On Democracy ~or~ Working With The Government You’ve Got

This is not a coherent essay. They are just thoughts I had while trying to devise an argument that didn’t take three pages, to explain my viewpoint on voting. I may come back and sort these ideas out into a more cohesive statement. But I’m intent on doing some fiction writing (some are crying out ‘too late’) today, so I’m just going to cut & paste my arguments here and let you sift amongst them for the relevant bits.

‘We’ is a pretty significant word, there. Plenty of people are active in their various branches of government, whether they’re working toward achieving good things for our society as a whole or not.

That means some of ‘us’ ARE getting what we want. Just not ALL of us.

It behooves all of us as a society to participate in our democratic processes if we want to have our voices and ideas heard; if we want greater say, we need to work to elect those people who truly want to implement real change.

The system is not immutable. It’s just slow to act, and resists unnecessary change. Push harder. Speak up. Or at least help those who are pushing in a direction you can get behind.

In other words, vote.
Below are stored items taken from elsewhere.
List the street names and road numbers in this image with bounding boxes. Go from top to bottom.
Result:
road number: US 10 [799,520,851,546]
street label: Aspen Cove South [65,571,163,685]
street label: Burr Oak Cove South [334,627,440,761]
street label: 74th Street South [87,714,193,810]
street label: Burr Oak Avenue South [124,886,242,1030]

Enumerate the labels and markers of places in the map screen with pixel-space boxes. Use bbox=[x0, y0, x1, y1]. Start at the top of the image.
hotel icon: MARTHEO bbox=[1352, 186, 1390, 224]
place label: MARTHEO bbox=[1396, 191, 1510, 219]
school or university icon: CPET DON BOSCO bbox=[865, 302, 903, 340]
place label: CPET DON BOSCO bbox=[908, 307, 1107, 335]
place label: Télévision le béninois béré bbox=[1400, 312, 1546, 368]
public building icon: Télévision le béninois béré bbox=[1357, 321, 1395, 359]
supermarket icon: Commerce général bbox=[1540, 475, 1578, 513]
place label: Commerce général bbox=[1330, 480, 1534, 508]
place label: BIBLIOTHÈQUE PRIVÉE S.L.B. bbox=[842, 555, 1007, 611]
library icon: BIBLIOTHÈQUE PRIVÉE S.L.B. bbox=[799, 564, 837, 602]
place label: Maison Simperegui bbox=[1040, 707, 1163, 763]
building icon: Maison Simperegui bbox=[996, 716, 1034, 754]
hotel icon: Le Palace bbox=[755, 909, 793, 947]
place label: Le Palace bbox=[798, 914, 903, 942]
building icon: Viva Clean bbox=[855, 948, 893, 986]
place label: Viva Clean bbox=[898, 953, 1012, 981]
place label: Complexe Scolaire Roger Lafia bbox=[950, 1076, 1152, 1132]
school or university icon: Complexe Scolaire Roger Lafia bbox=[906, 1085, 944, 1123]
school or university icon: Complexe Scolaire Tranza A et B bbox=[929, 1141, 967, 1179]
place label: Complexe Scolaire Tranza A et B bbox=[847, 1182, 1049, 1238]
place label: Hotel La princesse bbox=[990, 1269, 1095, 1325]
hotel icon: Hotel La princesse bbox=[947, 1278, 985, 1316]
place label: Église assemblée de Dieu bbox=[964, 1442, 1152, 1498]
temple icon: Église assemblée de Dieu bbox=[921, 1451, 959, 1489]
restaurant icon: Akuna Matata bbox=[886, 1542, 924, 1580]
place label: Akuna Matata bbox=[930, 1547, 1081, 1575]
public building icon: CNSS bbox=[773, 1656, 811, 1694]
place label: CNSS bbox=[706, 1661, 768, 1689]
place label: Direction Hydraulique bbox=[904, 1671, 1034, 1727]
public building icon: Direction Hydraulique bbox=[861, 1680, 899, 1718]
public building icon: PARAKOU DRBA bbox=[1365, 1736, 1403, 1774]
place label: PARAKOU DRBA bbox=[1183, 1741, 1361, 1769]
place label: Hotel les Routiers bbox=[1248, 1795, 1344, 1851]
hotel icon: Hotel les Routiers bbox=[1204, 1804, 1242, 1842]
Vote with your ballot, vote with your money, vote with your activist efforts. You won’t wake up in a perfect world over night, but the more you put in, the greater your chances of making something real happen.

But if you want to see change, then doing nothing about it is absolutely guaranteed to get you exactly what you put in: nothing. It’s not about bitching rights. It’s about becoming the change you want to see in the world around you.

I assure you, fans of the status quo or of the corporate interest are doing their part. Staying home in protest of how things seem to be going, or due to disenfranchisement (or good old ‘don’t give a $#!^’) give those in power exactly the mandate they need to continue serving those special interest groups who persist in demanding things in spite of the common weal.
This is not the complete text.